The US Department of Veterans Affairs (VA) would like to remove barriers to telehealth and allow its providers—including physical therapists (PTs)—to conduct telehealth activities across all 50 states and in non-federal sites, including patients’ and providers’ homes.
In a proposed rule, the VA describes how its current telehealth program is limited by many state professional licensure laws and regulations, which restrict telehealth activities to within state borders.
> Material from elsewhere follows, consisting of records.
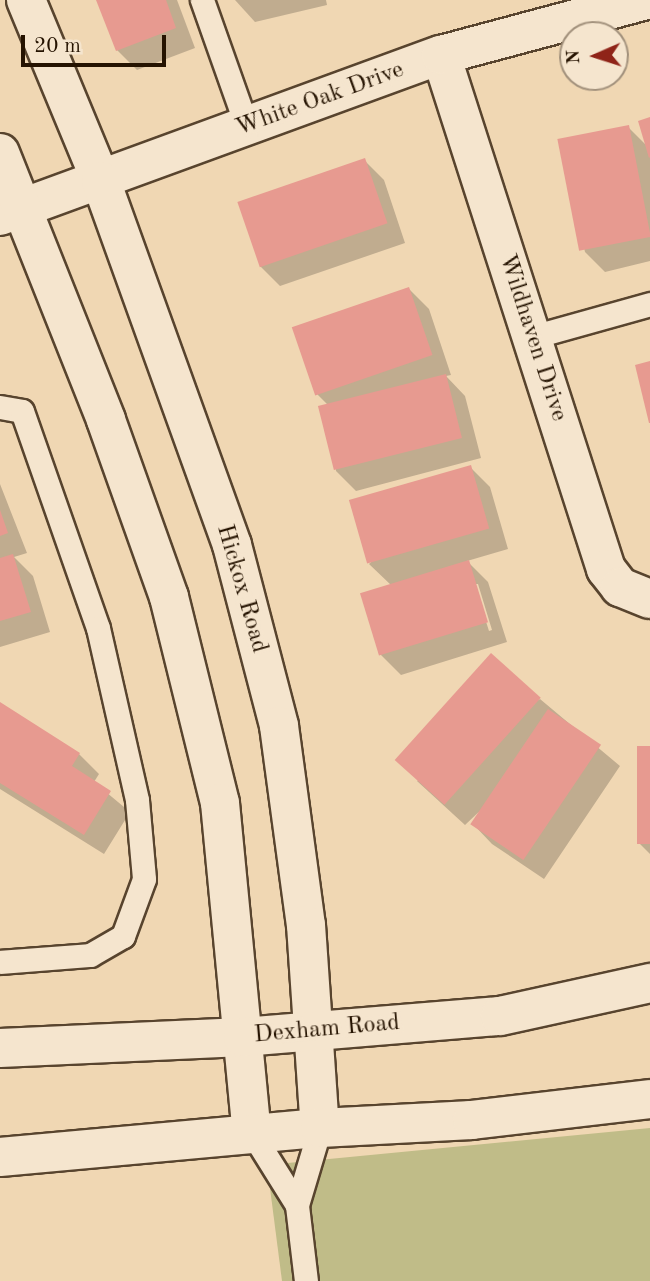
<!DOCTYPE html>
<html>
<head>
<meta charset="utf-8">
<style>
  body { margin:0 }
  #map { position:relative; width:650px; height:1281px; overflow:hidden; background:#f0d7b3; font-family:"Old Standard TT",serif }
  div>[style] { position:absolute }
  .green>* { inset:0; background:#c0bc88 }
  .shadow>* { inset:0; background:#0003 }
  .building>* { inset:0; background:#e79a90; transform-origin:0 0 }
  .roads { filter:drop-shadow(2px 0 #58442e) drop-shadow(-2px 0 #58442e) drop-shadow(0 2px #58442e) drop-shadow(0 -2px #58442e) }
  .lane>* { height:23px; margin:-11.5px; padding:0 11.5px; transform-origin:11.5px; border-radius:11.5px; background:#f5e5ce }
  .street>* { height:38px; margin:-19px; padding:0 19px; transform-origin:19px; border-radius:19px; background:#f5e5ce }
  .secondary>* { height:38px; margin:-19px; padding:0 19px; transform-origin:19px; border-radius:19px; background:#f5e5ce }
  span { translate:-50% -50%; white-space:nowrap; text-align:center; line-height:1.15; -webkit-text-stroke:7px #f5e5ce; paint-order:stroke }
  .street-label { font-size:24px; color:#251301 }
  .north { position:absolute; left:559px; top:21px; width:70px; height:70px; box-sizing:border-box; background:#f5e5ce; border:2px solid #a2917c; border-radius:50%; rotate:267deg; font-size:19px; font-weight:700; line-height:28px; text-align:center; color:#251301 }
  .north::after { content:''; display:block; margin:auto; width:24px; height:32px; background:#8f2418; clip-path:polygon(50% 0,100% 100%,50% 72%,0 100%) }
  .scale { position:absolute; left:21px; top:35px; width:145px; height:32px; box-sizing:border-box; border:4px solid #251301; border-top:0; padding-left:9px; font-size:21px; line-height:24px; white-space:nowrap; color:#251301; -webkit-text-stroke:5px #f5e5ce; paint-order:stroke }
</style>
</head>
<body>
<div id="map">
  <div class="green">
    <div style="clip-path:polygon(650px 1128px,650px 1281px,282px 1281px,267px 1165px)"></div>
  </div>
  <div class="shadow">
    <div style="clip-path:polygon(98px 0,177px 0,195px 48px,137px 70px,117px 50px)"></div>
    <div style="clip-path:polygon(326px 0,327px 5px,255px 22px,235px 0)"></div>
    <div style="clip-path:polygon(650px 119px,650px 261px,605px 272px,585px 252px,560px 142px,628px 127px,647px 146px)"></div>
    <div style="clip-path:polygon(364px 160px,384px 180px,405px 243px,280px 286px,260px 266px)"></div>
    <div style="clip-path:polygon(409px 289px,429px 309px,451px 375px,446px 376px,465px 396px,481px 458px,356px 491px,336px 471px,330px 407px,317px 394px)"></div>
    <div style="clip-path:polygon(evenodd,470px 467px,490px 487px,508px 549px,467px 561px,488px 582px,507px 642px,401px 675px,381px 655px,392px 586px,369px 564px,470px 467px,474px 584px,478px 584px,492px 630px,489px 631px,474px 584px)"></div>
    <div style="clip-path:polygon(0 484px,27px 553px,14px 557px,33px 576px,50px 632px,0 647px)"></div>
    <div style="clip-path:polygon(540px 699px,620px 766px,544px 879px,492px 844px,473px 824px,484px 807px,465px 825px,417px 781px)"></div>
    <div style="clip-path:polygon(0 704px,79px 754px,99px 774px,94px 782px,130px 812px,104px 854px,0 789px)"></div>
    <div style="clip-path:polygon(650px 748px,650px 854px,639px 843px)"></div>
  </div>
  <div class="building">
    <div style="clip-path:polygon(96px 0,166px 0,176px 28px,116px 51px)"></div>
    <div style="clip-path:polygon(650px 117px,650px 157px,649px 158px,638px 121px)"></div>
    <div style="left:629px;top:125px;width:114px;height:73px;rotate:79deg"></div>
    <div style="left:365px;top:158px;width:69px;height:135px;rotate:71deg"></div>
    <div style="left:409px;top:287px;width:72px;height:124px;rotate:71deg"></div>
    <div style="clip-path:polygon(650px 361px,650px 423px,649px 423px,635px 365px)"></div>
    <div style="left:446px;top:374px;width:66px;height:132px;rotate:76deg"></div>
    <div style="left:471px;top:465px;width:66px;height:127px;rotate:74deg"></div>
    <div style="clip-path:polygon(0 510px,8px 533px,0 536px)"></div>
    <div style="clip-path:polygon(13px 554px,31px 612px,0 621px,0 558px)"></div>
    <div style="left:469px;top:560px;width:65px;height:114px;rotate:73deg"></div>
    <div style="left:491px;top:653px;width:67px;height:144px;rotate:42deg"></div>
    <div style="clip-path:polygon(0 702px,80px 753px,72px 766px,111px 791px,84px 835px,0 783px)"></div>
    <div style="left:548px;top:709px;width:64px;height:139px;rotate:34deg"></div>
    <div style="left:637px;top:746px;width:13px;height:98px"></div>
  </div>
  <div class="roads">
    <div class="lane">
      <div style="left:202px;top:0;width:135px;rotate:70.5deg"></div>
      <div style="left:532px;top:337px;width:123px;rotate:-15.6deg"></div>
      <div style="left:0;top:407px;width:22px;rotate:10deg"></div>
      <div style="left:22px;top:411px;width:230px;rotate:70.7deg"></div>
      <div style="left:98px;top:628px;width:176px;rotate:77.2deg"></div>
      <div style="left:137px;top:800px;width:79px;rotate:84.9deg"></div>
      <div style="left:144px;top:879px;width:61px;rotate:110.2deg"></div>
      <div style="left:123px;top:936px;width:38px;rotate:150deg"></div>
      <div style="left:90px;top:955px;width:90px;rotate:175.6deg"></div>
      <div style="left:252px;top:1133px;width:85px;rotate:58deg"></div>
      <div style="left:306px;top:1281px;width:77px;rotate:-96.8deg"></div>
      <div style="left:297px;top:1205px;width:80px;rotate:-73.4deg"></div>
    </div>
    <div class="street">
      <div style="left:441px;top:55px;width:540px;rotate:72.2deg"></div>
      <div style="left:606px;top:569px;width:23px;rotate:52deg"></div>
      <div style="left:620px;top:587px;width:32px;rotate:22deg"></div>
      <div style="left:0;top:216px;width:469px;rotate:-20.1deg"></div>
      <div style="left:441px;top:55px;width:212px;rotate:-15deg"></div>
    </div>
    <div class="secondary">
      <div style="left:26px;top:0;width:196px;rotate:67.5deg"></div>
      <div style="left:101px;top:181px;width:387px;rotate:70.2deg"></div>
      <div style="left:232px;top:545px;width:187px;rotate:75.4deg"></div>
      <div style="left:279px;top:726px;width:201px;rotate:82.3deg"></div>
      <div style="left:306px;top:925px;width:203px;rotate:86.1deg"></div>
      <div style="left:0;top:153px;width:287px;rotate:68.3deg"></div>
      <div style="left:106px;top:420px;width:188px;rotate:70.4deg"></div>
      <div style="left:169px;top:597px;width:212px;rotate:76.1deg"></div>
      <div style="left:220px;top:803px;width:332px;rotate:84.5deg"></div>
      <div style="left:0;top:1048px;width:243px;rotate:-2.6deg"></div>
      <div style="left:243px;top:1037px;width:258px;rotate:-4.7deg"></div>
      <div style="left:500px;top:1016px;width:154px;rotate:-12.4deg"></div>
      <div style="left:0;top:1157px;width:321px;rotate:-5.2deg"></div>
      <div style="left:320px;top:1128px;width:152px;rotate:-3deg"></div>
      <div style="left:472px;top:1120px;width:179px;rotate:-6.7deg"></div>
    </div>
  </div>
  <div class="street-label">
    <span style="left:320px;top:100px;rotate:-20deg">White Oak Drive</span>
    <span style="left:532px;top:338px;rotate:72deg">Wildhaven Drive</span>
    <span style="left:241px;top:589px;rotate:74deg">Hickox Road</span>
    <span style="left:327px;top:1030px;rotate:-5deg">Dexham Road</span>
  </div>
  <div class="north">N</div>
  <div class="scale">20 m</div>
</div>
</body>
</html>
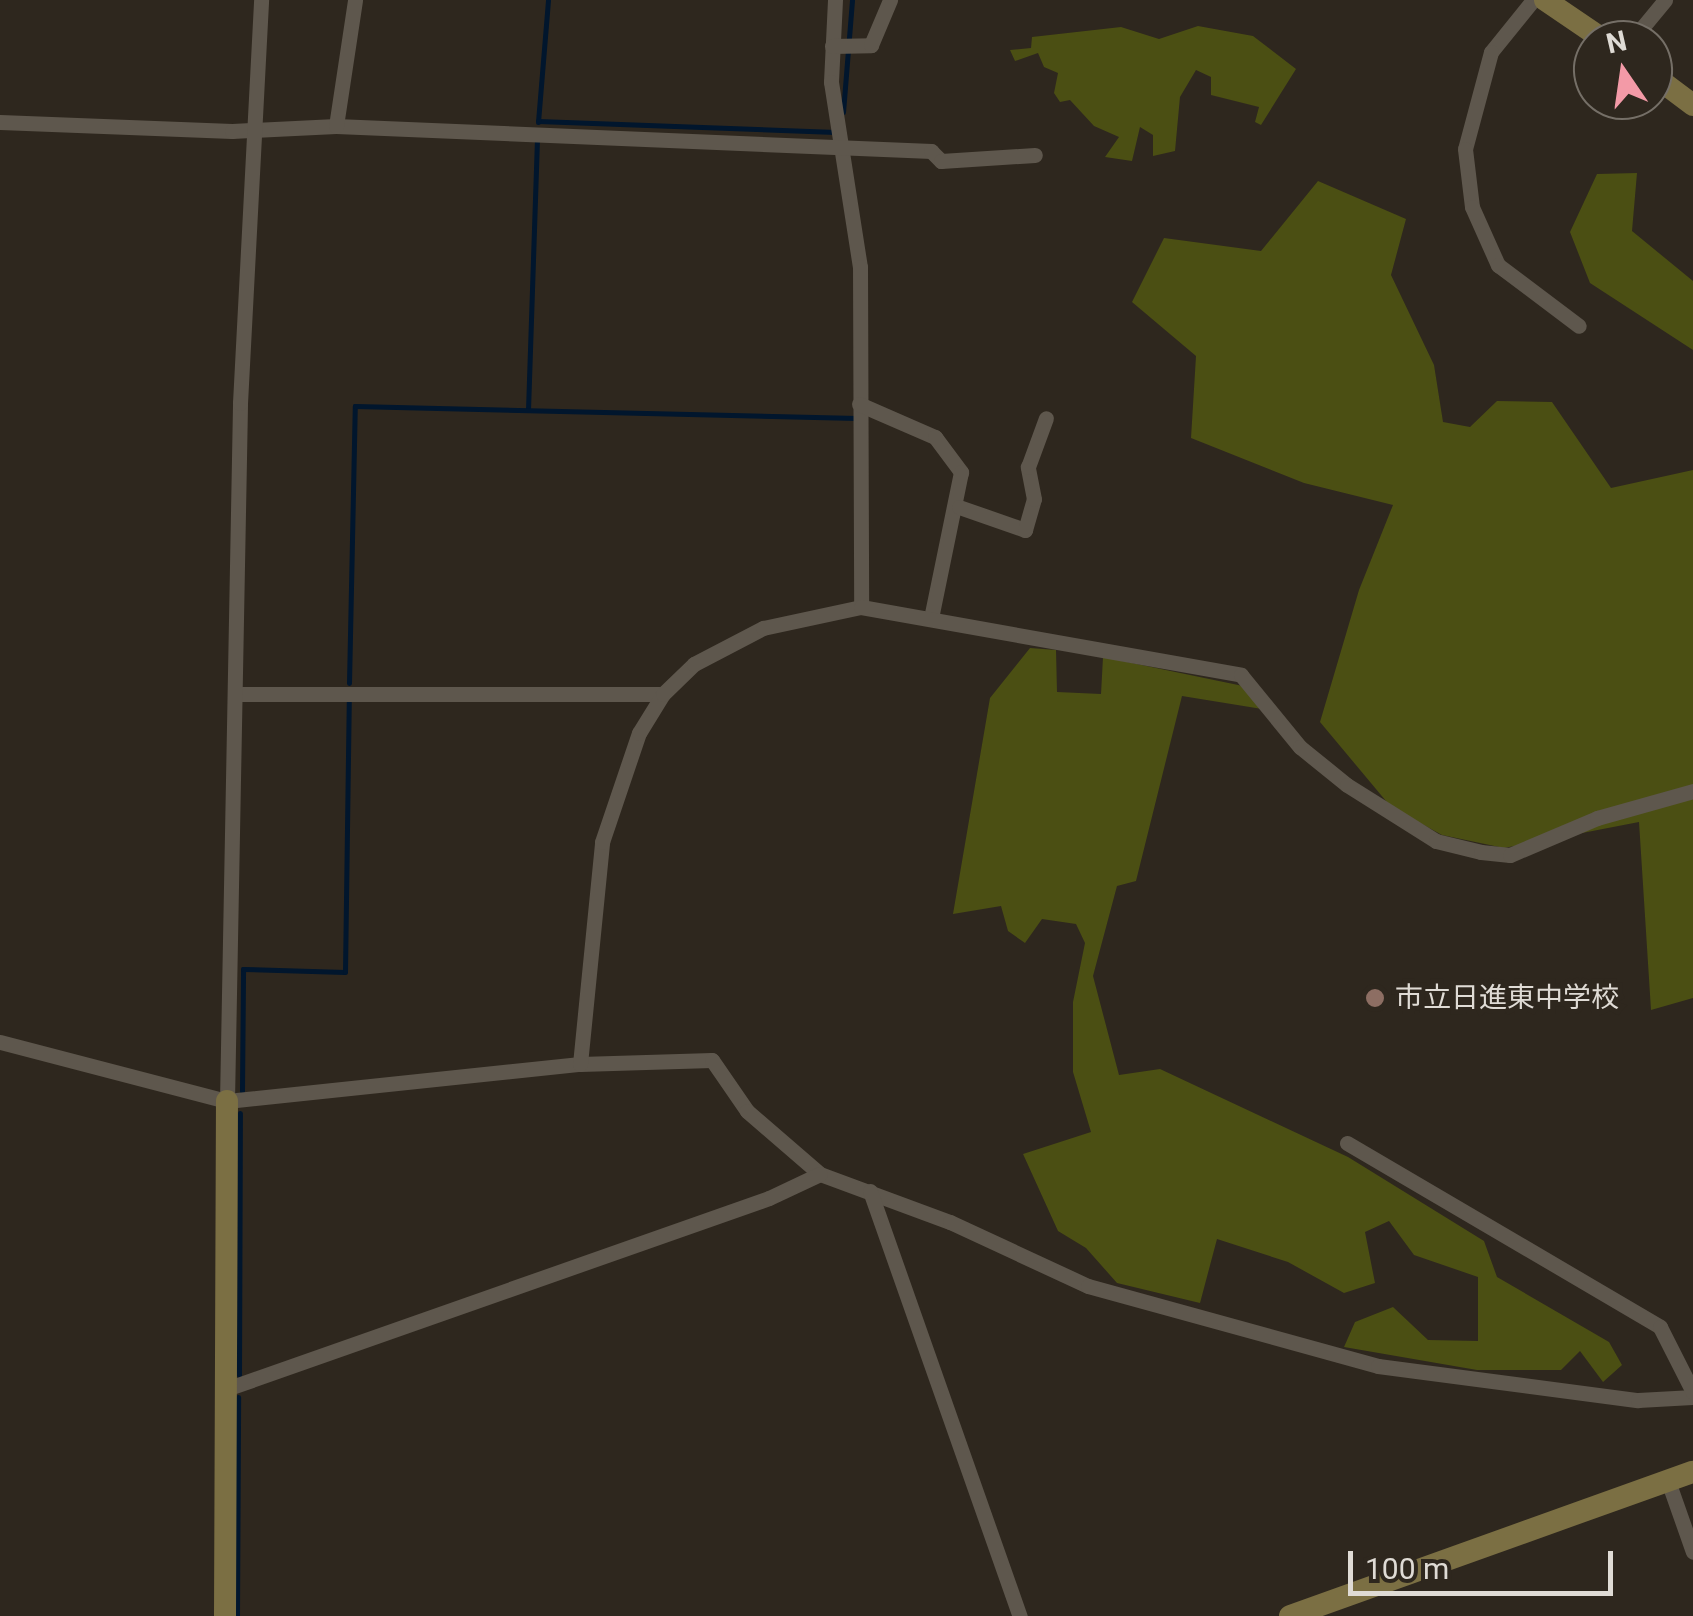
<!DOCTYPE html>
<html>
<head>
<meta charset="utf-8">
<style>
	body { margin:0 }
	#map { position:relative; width:1693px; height:1616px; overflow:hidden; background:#2e271e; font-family:Roboto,"Noto Sans JP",sans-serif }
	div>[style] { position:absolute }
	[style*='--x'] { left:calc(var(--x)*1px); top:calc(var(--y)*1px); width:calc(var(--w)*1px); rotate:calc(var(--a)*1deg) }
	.green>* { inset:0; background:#4b4f13 }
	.stream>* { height:5px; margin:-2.5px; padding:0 2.5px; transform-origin:2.5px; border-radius:2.5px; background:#01162d }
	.street>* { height:15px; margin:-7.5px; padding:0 7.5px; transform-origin:7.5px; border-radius:7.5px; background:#5e574d }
	.secondary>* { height:22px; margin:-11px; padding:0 11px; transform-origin:11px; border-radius:11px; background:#7b6f43 }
	.dots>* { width:28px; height:28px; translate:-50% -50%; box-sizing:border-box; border:5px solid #2e271e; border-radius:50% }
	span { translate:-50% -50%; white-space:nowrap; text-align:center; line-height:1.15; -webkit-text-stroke:10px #2e271e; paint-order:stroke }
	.poi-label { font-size:28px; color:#dfdbd5 }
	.left { translate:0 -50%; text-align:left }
	.north { position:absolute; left:1573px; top:20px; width:100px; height:100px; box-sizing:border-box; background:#2e271e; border:2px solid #756f67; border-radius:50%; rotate:347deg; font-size:28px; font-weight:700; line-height:40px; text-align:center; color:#dfdbd5 }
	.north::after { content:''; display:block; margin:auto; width:35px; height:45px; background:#f39aa7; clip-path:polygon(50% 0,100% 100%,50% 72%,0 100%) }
	.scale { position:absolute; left:1348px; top:1551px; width:265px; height:45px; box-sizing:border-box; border:5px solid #dfdbd5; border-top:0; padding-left:12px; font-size:30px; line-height:35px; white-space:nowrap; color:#dfdbd5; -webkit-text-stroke:8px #2e271e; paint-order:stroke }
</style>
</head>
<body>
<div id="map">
	<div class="green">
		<i style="clip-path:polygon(1198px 26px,1253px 36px,1296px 69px,1261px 125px,1255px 122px,1259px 107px,1211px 95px,1211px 77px,1196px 70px,1180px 97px,1175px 151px,1153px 156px,1153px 135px,1140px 127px,1132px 161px,1105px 157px,1119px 137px,1094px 126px,1070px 100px,1060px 102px,1054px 93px,1058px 73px,1044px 67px,1038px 53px,1015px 61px,1010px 50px,1031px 48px,1032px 37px,1121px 27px,1159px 39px)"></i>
		<i style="clip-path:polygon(1637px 173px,1632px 231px,1693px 281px,1693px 350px,1590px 283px,1570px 232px,1597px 174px)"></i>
		<i style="clip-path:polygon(1318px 181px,1406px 219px,1391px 275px,1434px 365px,1443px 422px,1470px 427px,1497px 401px,1552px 402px,1611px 488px,1693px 470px,1693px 998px,1651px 1010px,1639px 822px,1504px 848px,1442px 835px,1391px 807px,1320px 722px,1359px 590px,1393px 505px,1304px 483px,1191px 438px,1196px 356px,1132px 302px,1164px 238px,1261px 251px)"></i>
		<i style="clip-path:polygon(1030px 648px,1056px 650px,1057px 692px,1101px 694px,1103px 657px,1243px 686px,1262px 709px,1182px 696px,1136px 881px,1117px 886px,1093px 976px,1119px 1075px,1160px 1069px,1348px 1157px,1484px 1241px,1497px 1277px,1609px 1342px,1622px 1365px,1603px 1382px,1580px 1351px,1561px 1370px,1477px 1370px,1344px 1347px,1355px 1322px,1393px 1307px,1428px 1340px,1478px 1341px,1478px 1277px,1414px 1255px,1389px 1221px,1365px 1232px,1375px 1283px,1344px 1293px,1288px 1262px,1217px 1239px,1200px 1303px,1117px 1283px,1086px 1248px,1058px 1231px,1023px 1154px,1091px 1132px,1073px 1072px,1073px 1002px,1085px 943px,1076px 924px,1042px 919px,1025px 943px,1008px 931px,1001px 906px,953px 914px,990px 698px)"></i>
	</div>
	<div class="stream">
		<i style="--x:843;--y:112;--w:112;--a:-85.4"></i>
		<i style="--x:538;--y:121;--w:298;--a:2.1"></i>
		<i style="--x:538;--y:122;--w:122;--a:-85.3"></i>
		<i style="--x:528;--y:410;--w:273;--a:-88.1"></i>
		<i style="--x:349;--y:683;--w:277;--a:-88.8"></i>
		<i style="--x:355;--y:406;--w:502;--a:1.37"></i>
		<i style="--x:242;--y:1091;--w:122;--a:-89.5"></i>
		<i style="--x:243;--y:969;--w:102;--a:1.7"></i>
		<i style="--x:345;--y:972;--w:270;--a:-89.2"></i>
		<i style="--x:239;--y:1375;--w:262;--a:-89.8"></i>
		<i style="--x:237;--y:1616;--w:219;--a:-89.7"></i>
	</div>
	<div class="street">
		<i style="--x:835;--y:0;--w:82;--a:92.8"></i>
		<i style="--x:831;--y:82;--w:187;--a:81.1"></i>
		<i style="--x:860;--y:267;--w:340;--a:89.8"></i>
		<i style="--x:1533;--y:0;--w:67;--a:128.9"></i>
		<i style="--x:1491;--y:52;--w:100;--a:105"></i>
		<i style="--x:1465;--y:149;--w:58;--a:83.1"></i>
		<i style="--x:1472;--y:207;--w:64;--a:65.9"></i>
		<i style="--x:1498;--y:265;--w:101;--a:37"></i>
		<i style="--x:1632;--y:40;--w:52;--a:-50.5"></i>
		<i style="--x:832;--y:46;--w:39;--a:-1"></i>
		<i style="--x:871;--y:45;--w:49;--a:-67.1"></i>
		<i style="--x:0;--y:122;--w:232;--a:2.2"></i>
		<i style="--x:232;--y:131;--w:104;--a:-2.8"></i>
		<i style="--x:336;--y:126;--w:596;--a:2.41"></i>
		<i style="--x:931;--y:151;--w:14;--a:45"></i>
		<i style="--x:941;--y:161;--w:94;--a:-3.7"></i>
		<i style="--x:336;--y:126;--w:127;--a:-81.4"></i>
		<i style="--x:859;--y:404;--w:83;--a:23.5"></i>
		<i style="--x:935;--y:437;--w:44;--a:53.4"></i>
		<i style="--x:961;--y:472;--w:149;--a:101.6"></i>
		<i style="--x:959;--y:507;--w:70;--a:19.2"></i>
		<i style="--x:1025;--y:530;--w:32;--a:-74"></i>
		<i style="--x:1034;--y:499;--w:33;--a:-101"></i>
		<i style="--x:1028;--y:467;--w:52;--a:-69.8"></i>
		<i style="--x:239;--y:694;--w:424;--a:0"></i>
		<i style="--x:0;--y:1042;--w:235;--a:14.6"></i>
		<i style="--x:227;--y:1101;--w:355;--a:-6"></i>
		<i style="--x:580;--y:1064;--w:132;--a:-1.7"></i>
		<i style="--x:712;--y:1060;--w:62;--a:55.5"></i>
		<i style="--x:747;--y:1111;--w:96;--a:40.8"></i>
		<i style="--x:820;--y:1174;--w:139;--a:20.3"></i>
		<i style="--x:950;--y:1222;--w:152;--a:24.9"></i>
		<i style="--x:1088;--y:1286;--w:301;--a:15.4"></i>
		<i style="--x:1378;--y:1366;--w:262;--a:7.5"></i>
		<i style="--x:1638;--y:1400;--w:55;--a:-3.1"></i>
		<i style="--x:580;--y:1064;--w:223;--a:-84.3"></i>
		<i style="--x:602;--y:842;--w:115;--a:-71.3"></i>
		<i style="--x:639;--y:733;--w:46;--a:-58.4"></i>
		<i style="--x:663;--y:694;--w:43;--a:-44.1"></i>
		<i style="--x:694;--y:664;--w:78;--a:-27.6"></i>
		<i style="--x:763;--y:628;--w:100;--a:-12.1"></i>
		<i style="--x:861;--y:607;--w:386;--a:10.1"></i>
		<i style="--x:1241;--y:675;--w:93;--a:50.7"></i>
		<i style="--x:1300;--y:747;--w:60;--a:39"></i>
		<i style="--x:1347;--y:785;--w:105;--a:32.2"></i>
		<i style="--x:1436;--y:841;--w:46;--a:13.7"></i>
		<i style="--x:1481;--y:852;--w:29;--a:6"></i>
		<i style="--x:1510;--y:855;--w:95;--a:-23"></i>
		<i style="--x:1597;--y:818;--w:100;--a:-15.7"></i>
		<i style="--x:227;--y:1101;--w:698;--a:-88.93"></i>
		<i style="--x:240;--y:403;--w:404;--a:-87"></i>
		<i style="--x:1347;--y:1143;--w:363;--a:30.4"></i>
		<i style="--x:1660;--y:1327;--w:73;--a:63.1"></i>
		<i style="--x:870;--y:1191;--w:451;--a:70.6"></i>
		<i style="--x:229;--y:1388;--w:572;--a:-19.38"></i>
		<i style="--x:769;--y:1198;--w:56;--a:-25.2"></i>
		<i style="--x:1668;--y:1481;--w:75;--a:70.6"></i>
	</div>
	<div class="secondary">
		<i style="--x:1545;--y:0;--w:71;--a:34.1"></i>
		<i style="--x:1653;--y:75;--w:50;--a:36.9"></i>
		<i style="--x:225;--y:1616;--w:515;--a:-89.78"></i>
		<i style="--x:1290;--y:1616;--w:428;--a:-19.7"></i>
	</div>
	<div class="dots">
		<i style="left:1375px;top:998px;background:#8d6e63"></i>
	</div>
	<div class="poi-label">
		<span class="left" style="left:1395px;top:998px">市立日進東中学校</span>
	</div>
	<div class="north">N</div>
	<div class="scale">100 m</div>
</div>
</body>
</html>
Additionally, writes the VA, many VA medical centers only allow telehealth on federal property out of concern that its providers will run afoul of state regulations, thereby eliminating the possibility of a patient receiving telehealth at home.
If adopted, the new rule would change all that. State laws would be preempted by federal provisions that would allow a VA provider to conduct telehealth services with a patient in another state, and in any location. According to the VA, preemption is a more practical way to expand telehealth than if the agency were to lobby state legislatures for changes to individual state laws.
The VA hopes that the change will help improve veterans’ access to mental health services, but it also believes that expanded telehealth will improve care across the board, including ensuring that patients in more remote areas can receive needed services.
“Monitoring general medical conditions in the beneficiaries’ homes empowers beneficiaries to take a more active role in their overall health care without adding the stress of commuting to a medical facility to receive the same type of care,” the VA writes. “Telehealth is particularly important for beneficiaries with limited mobility, or for whom travel to a health care provider would be a personal hardship.”
APTA will be commenting in support of the proposed rule, and will notify members of any developments.